What is required:
Every record below must come back exactly as given.

Extracted data entries:
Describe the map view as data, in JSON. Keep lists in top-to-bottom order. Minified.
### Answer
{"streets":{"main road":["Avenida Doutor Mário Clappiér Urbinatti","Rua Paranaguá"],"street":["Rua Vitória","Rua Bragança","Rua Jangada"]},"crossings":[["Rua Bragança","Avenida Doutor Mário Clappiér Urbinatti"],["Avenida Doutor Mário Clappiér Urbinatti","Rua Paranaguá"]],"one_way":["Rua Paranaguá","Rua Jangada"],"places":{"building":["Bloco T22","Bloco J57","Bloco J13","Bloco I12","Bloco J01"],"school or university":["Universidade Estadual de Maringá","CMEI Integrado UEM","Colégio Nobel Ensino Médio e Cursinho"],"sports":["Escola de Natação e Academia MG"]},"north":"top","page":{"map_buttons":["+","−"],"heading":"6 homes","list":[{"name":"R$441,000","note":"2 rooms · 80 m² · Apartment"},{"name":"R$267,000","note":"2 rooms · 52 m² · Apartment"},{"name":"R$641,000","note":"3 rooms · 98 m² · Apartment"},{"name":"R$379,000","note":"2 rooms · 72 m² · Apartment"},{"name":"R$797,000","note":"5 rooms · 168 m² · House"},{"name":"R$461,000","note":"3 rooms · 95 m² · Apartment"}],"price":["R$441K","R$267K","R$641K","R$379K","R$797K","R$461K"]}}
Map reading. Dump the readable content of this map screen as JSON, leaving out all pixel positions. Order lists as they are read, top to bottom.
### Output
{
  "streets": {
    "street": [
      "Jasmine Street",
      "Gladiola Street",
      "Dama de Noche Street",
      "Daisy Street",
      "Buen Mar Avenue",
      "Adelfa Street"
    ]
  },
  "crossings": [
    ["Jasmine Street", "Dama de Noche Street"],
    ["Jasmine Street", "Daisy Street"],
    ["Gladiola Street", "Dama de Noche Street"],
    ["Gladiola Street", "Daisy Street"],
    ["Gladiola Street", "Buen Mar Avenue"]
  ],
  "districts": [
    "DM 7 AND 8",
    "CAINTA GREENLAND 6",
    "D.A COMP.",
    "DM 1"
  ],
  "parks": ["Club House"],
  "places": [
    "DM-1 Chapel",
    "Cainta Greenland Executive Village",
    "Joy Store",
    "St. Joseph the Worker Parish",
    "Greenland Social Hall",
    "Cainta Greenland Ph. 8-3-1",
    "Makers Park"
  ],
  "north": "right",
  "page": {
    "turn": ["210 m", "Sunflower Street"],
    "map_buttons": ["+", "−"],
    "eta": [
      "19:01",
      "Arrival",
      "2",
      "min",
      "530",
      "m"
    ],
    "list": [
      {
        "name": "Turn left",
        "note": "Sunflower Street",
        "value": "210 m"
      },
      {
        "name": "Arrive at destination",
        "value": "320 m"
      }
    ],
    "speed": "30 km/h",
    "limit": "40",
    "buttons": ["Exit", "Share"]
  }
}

Output below:
Describe the map view as data, in JSON. Keep lists in top-to-bottom order. Minified.
### Answer
{"streets":{"main road":["Avenida Doutor Mário Clappiér Urbinatti","Rua Paranaguá"],"street":["Rua Vitória","Rua Bragança","Rua Jangada"]},"crossings":[["Rua Bragança","Avenida Doutor Mário Clappiér Urbinatti"],["Avenida Doutor Mário Clappiér Urbinatti","Rua Paranaguá"]],"one_way":["Rua Paranaguá","Rua Jangada"],"places":{"building":["Bloco T22","Bloco J57","Bloco J13","Bloco I12","Bloco J01"],"school or university":["Universidade Estadual de Maringá","CMEI Integrado UEM","Colégio Nobel Ensino Médio e Cursinho"],"sports":["Escola de Natação e Academia MG"]},"north":"top","page":{"map_buttons":["+","−"],"heading":"6 homes","list":[{"name":"R$441,000","note":"2 rooms · 80 m² · Apartment"},{"name":"R$267,000","note":"2 rooms · 52 m² · Apartment"},{"name":"R$641,000","note":"3 rooms · 98 m² · Apartment"},{"name":"R$379,000","note":"2 rooms · 72 m² · Apartment"},{"name":"R$797,000","note":"5 rooms · 168 m² · House"},{"name":"R$461,000","note":"3 rooms · 95 m² · Apartment"}],"price":["R$441K","R$267K","R$641K","R$379K","R$797K","R$461K"]}}
Map reading. Dump the readable content of this map screen as JSON, leaving out all pixel positions. Order lists as they are read, top to bottom.
### Output
{
  "streets": {
    "street": [
      "Jasmine Street",
      "Gladiola Street",
      "Dama de Noche Street",
      "Daisy Street",
      "Buen Mar Avenue",
      "Adelfa Street"
    ]
  },
  "crossings": [
    ["Jasmine Street", "Dama de Noche Street"],
    ["Jasmine Street", "Daisy Street"],
    ["Gladiola Street", "Dama de Noche Street"],
    ["Gladiola Street", "Daisy Street"],
    ["Gladiola Street", "Buen Mar Avenue"]
  ],
  "districts": [
    "DM 7 AND 8",
    "CAINTA GREENLAND 6",
    "D.A COMP.",
    "DM 1"
  ],
  "parks": ["Club House"],
  "places": [
    "DM-1 Chapel",
    "Cainta Greenland Executive Village",
    "Joy Store",
    "St. Joseph the Worker Parish",
    "Greenland Social Hall",
    "Cainta Greenland Ph. 8-3-1",
    "Makers Park"
  ],
  "north": "right",
  "page": {
    "turn": ["210 m", "Sunflower Street"],
    "map_buttons": ["+", "−"],
    "eta": [
      "19:01",
      "Arrival",
      "2",
      "min",
      "530",
      "m"
    ],
    "list": [
      {
        "name": "Turn left",
        "note": "Sunflower Street",
        "value": "210 m"
      },
      {
        "name": "Arrive at destination",
        "value": "320 m"
      }
    ],
    "speed": "30 km/h",
    "limit": "40",
    "buttons": ["Exit", "Share"]
  }
}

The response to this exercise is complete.